Canton Woman Pleads Guilty to Role in BEC Scheme
Defendant is second person convicted in connection with business email compromise scheme
BOSTON – A Canton woman pleaded guilty yesterday in federal court in Boston in connection with a business email compromise (BEC) scheme.
Bintu Toure, 26, pleaded guilty to wire fraud and money laundering conspiracy. U.S. Senior District Court Judge Mark L. Wolf scheduled sentencing for April 16, 2021. Toure was charged in September 2019 for her role in the scheme.
Toure is the second individual to be convicted in connection with this scheme, following the guilty plea of Yannick Minang a/k/a “Africa” last year.
Toure conspired with others to open numerous bank accounts in Massachusetts in the name of sham companies, as part of a BEC scheme. A BEC scheme is a sophisticated scam often targeting businesses involved in wire transfer payments.
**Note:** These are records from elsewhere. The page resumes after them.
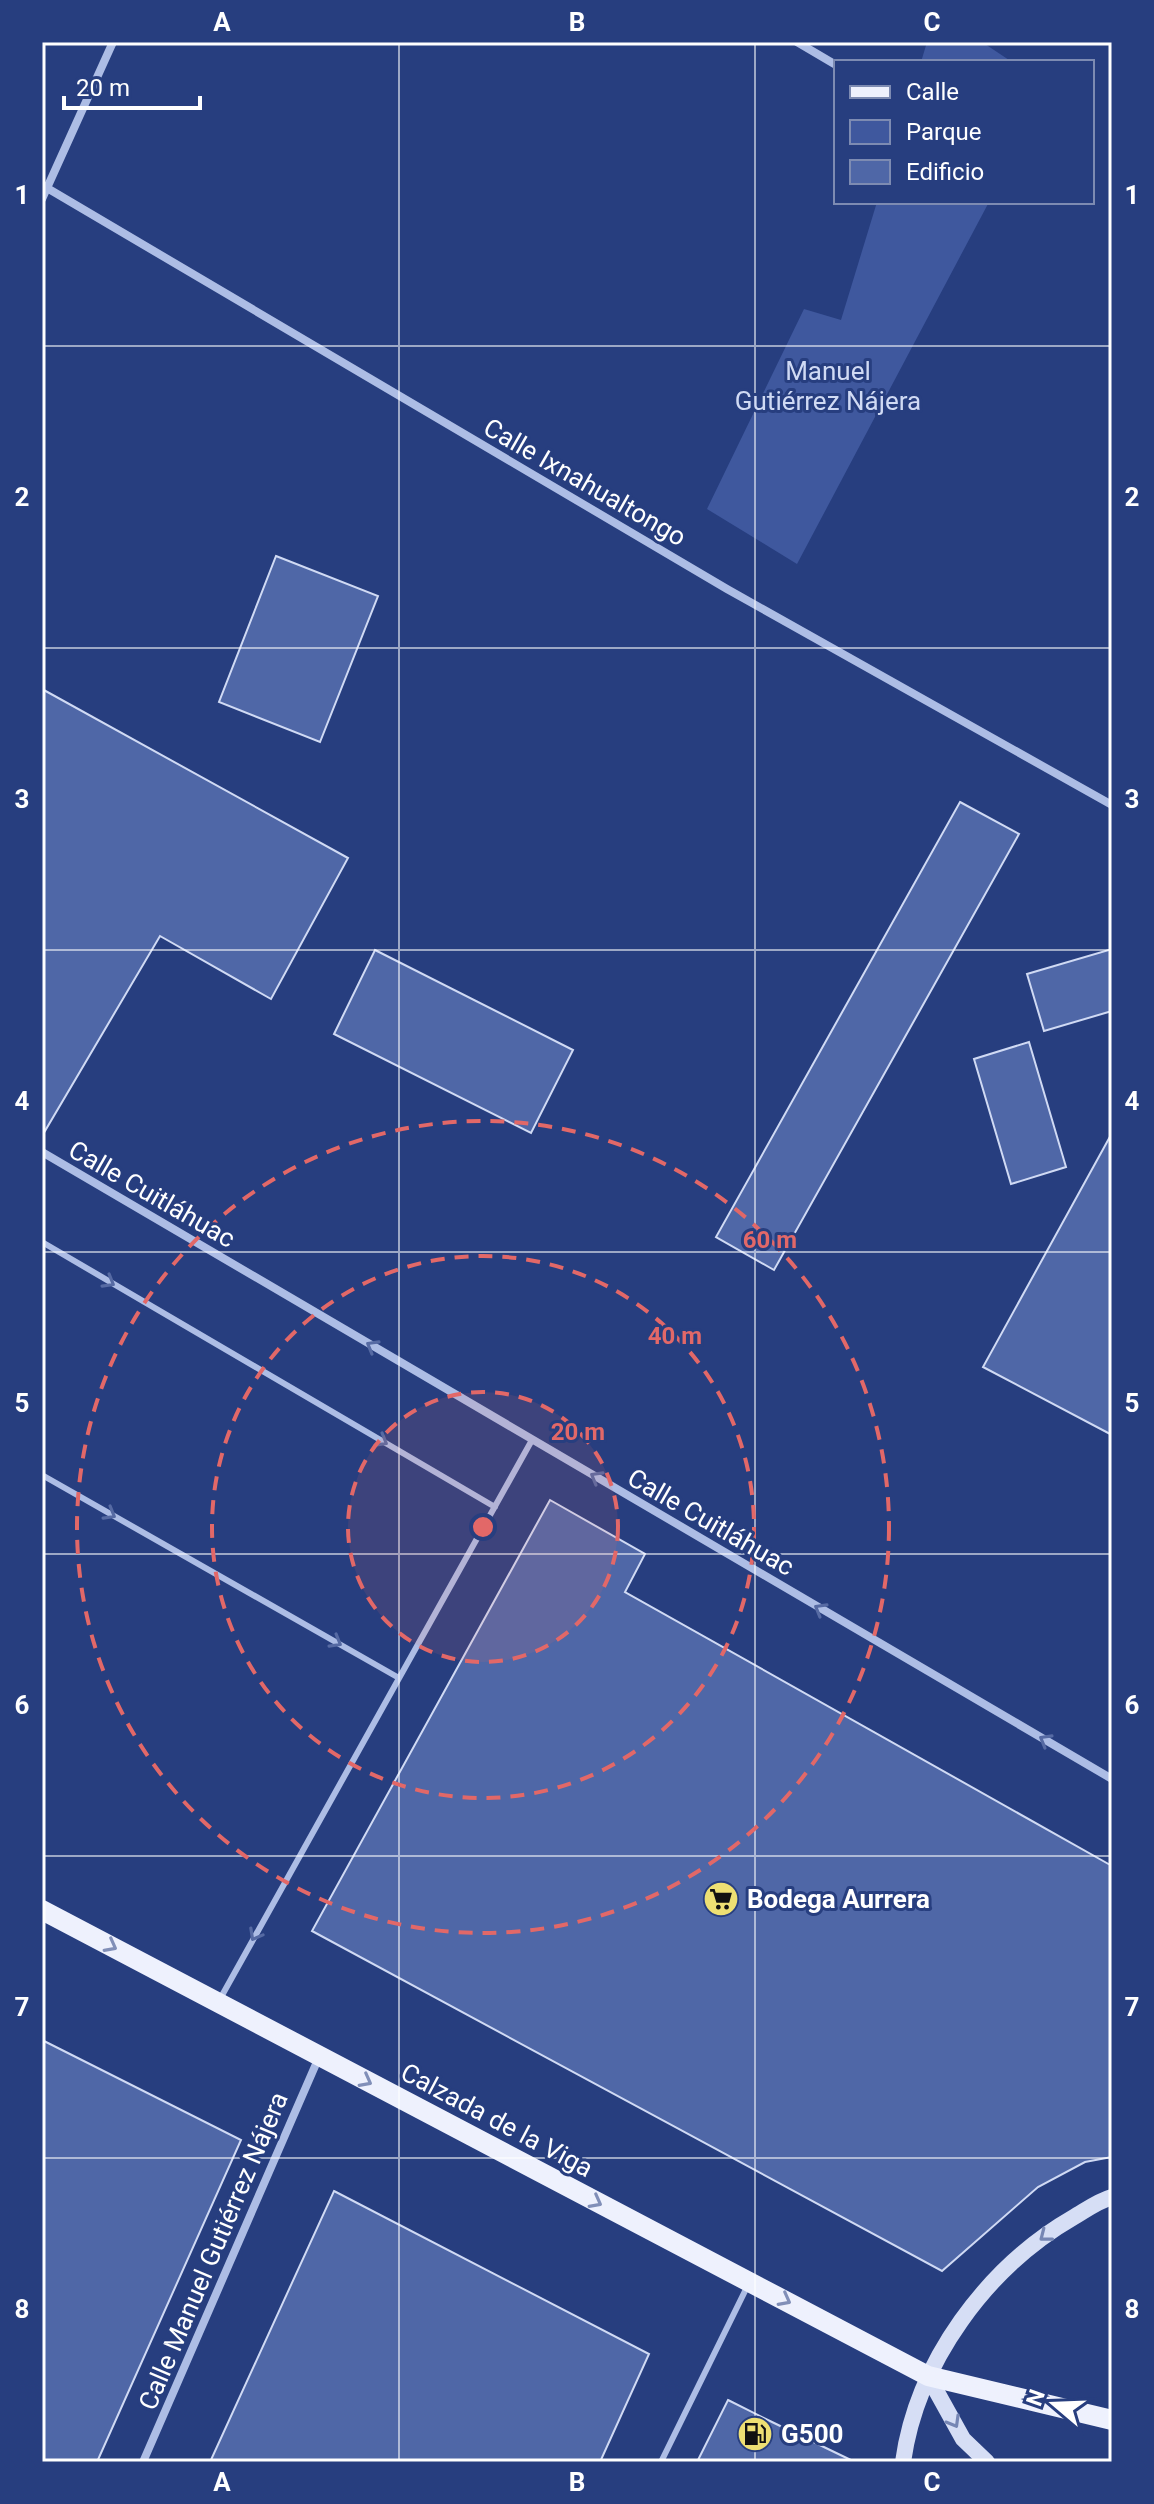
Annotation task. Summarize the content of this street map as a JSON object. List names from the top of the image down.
{
  "streets": {
    "main road": ["Calzada de la Viga"],
    "street": ["Calle Ixnahualtongo", "Calle Cuitláhuac", "Calle Manuel Gutiérrez Nájera"]
  },
  "crossings": [
    ["Calzada de la Viga", "Calle Manuel Gutiérrez Nájera"]
  ],
  "one_way": ["Calle Cuitláhuac", "Calzada de la Viga"],
  "parks": ["Manuel Gutiérrez Nájera"],
  "places": {
    "supermarket": ["Bodega Aurrera"],
    "fuel station": ["G500"]
  },
  "legend": ["Calle", "Parque", "Edificio"],
  "scale_bar": "20 m",
  "north": "left",
  "grid": {
    "columns": ["A", "B", "C"],
    "rows": [
      "1",
      "2",
      "3",
      "4",
      "5",
      "6",
      "7",
      "8"
    ]
  },
  "rings": ["60 m", "40 m", "20 m"]
}
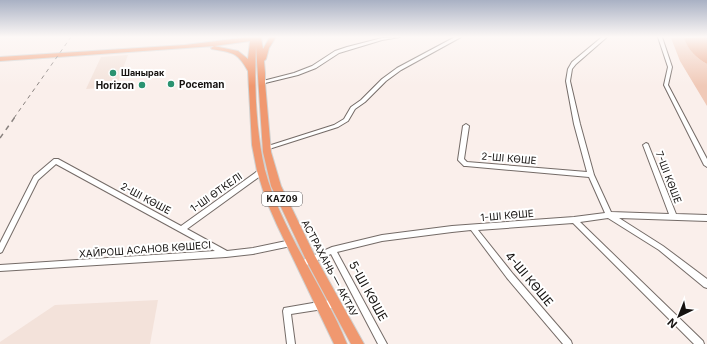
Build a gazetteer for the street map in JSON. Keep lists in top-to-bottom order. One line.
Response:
{"streets":{"highway":["KAZ09","АСТРАХАНЬ — АКТАУ"],"street":["2-ШІ КӨШЕ","7-ШI КӨШЕ","1-ШІ ӨТКЕЛІ","1-ШІ КӨШЕ","ХАЙРОШ АСАНОВ КӨШЕСІ","4-ШI КӨШЕ","5-ШI КӨШЕ"]},"crossings":[["2-ШІ КӨШЕ","1-ШІ ӨТКЕЛІ"],["2-ШІ КӨШЕ","ХАЙРОШ АСАНОВ КӨШЕСІ"],["7-ШI КӨШЕ","1-ШІ КӨШЕ"],["1-ШІ ӨТКЕЛІ","KAZ09"],["KAZ09","1-ШІ КӨШЕ"],["KAZ09","ХАЙРОШ АСАНОВ КӨШЕСІ"],["1-ШІ КӨШЕ","АСТРАХАНЬ — АКТАУ"],["1-ШІ КӨШЕ","4-ШI КӨШЕ"],["1-ШІ КӨШЕ","5-ШI КӨШЕ"]],"places":["Шанырак","Poceman","Horizon"],"north":"bottom left"}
The fraud is carried out by compromising and/or “spoofing” legitimate business email accounts through social engineering or computer intrusion techniques, to cause employees of the victim company (or other individuals involved in legitimate business transactions) to transfer funds to accounts controlled by the scammers.
Through the use of fraudulent invoices and spoofed email accounts, Toure conspired to trick the victims of the scheme into wiring hundreds of thousands of dollars to bank accounts under her control. Toure and her co-conspirators then transferred funds from the accounts on to others located overseas.
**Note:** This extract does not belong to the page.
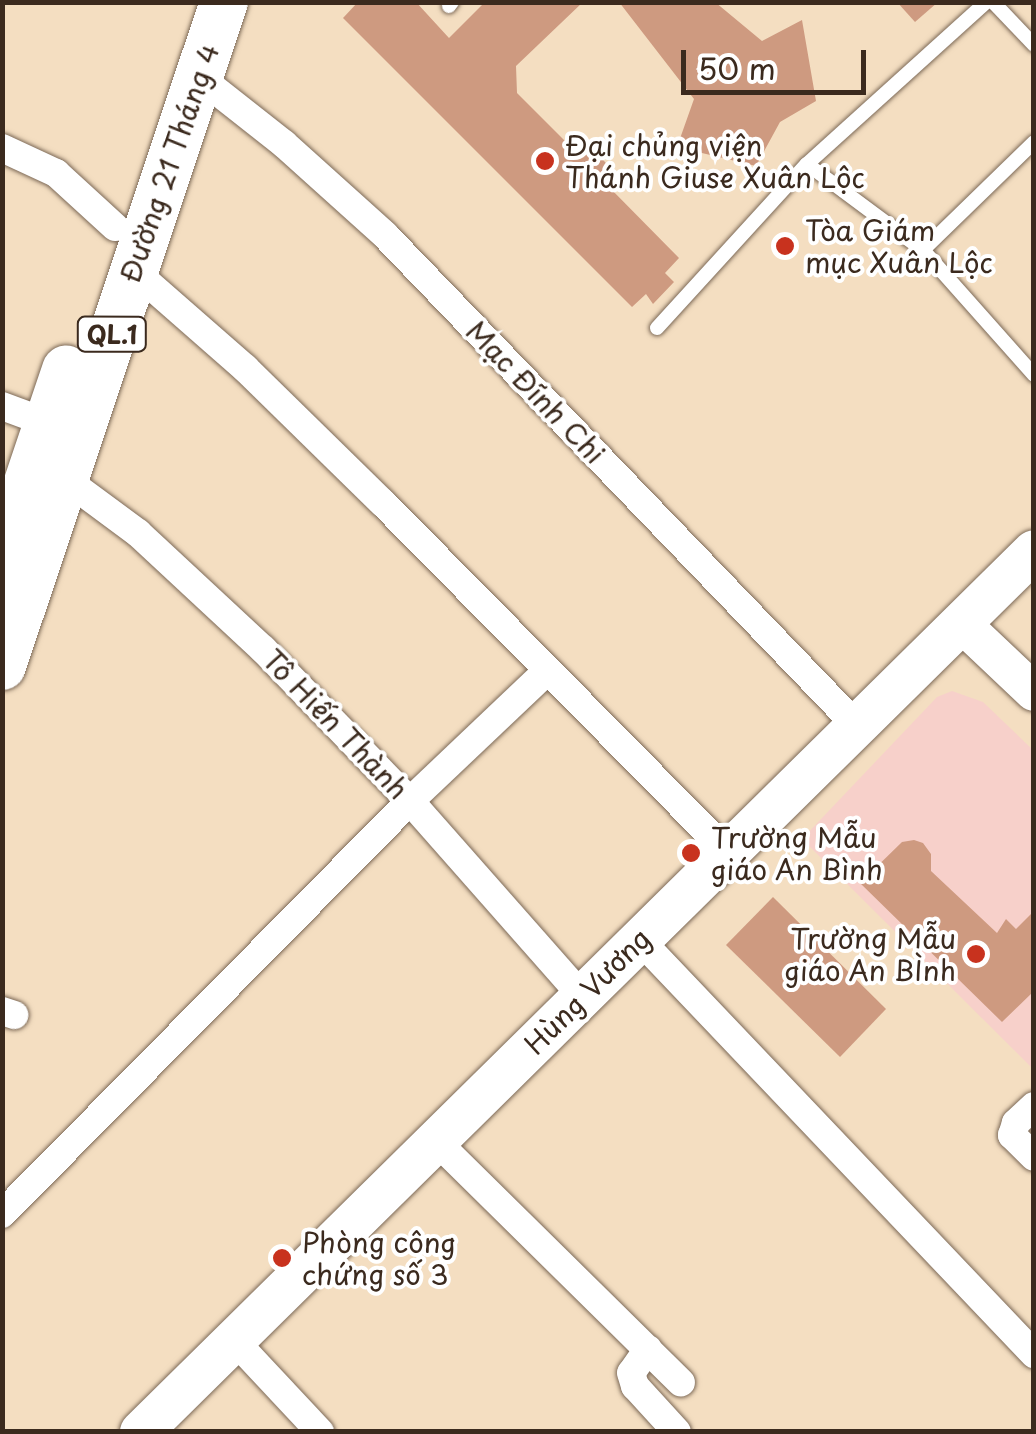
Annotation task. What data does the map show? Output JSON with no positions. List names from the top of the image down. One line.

The charge of wire fraud provides for a sentence of up to 20 years in prison, three years of supervised release, and a fine of up to $250,000 or twice the gross gain or loss, whichever is greater. The charge of money laundering conspiracy provides for a sentence of up to 20 years in prison, three years of supervised release, and a fine of $500,000 or twice the amount involved in the transaction, whichever is greater. Sentences are imposed by a federal district court judge based upon the U.S. Sentencing Guidelines and other statutory factors.
United States Attorney Andrew E. Lelling and Joseph R. Bonavolonta, Special Agent in Charge of the Federal Bureau of Investigation, Boston Field Division made the announcement. Assistant U.S. Attorney William B. Brady, of Lelling’s Criminal Division and Jordi de Llano, Deputy Chief of Lelling’s Securities & Financial Fraud Unit, are prosecuting the case.